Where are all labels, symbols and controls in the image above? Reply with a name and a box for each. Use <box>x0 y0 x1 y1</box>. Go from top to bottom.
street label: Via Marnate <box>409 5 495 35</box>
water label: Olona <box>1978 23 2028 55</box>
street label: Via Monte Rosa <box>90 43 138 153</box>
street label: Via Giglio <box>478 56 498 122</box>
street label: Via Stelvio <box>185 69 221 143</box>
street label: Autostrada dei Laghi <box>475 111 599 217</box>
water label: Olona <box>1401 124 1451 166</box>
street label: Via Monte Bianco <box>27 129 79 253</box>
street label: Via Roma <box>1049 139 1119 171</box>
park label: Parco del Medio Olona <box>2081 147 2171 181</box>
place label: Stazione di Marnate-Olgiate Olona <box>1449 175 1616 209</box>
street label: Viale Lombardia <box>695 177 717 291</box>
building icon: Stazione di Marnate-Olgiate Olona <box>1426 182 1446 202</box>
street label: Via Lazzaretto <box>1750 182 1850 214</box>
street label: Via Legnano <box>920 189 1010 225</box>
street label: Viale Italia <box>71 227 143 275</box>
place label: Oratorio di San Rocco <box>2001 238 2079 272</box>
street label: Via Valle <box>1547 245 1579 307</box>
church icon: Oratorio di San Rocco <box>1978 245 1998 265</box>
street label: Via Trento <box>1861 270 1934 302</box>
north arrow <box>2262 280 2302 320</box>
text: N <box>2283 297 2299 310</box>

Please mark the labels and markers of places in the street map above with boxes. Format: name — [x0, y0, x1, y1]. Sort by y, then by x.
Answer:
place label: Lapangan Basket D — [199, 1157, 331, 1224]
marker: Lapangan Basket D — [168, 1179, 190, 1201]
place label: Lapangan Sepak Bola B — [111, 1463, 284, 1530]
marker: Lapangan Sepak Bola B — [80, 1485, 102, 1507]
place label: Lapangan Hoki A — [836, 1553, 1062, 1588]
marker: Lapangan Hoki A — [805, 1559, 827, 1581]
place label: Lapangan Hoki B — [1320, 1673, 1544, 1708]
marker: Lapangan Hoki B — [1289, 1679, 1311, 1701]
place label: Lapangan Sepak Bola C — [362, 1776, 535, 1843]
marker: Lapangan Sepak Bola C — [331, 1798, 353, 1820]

───

Copy exactly the line that contains "Please mark the" and every line after it, up to and including the last line of the records.

* **TASK RESPONSE**:
Please mark the labels and markers of places in the street map above with boxes. Format: name — [x0, y0, x1, y1]. Sort by y, then by x.
Answer:
place label: Lapangan Basket D — [199, 1157, 331, 1224]
marker: Lapangan Basket D — [168, 1179, 190, 1201]
place label: Lapangan Sepak Bola B — [111, 1463, 284, 1530]
marker: Lapangan Sepak Bola B — [80, 1485, 102, 1507]
place label: Lapangan Hoki A — [836, 1553, 1062, 1588]
marker: Lapangan Hoki A — [805, 1559, 827, 1581]
place label: Lapangan Hoki B — [1320, 1673, 1544, 1708]
marker: Lapangan Hoki B — [1289, 1679, 1311, 1701]
place label: Lapangan Sepak Bola C — [362, 1776, 535, 1843]
marker: Lapangan Sepak Bola C — [331, 1798, 353, 1820]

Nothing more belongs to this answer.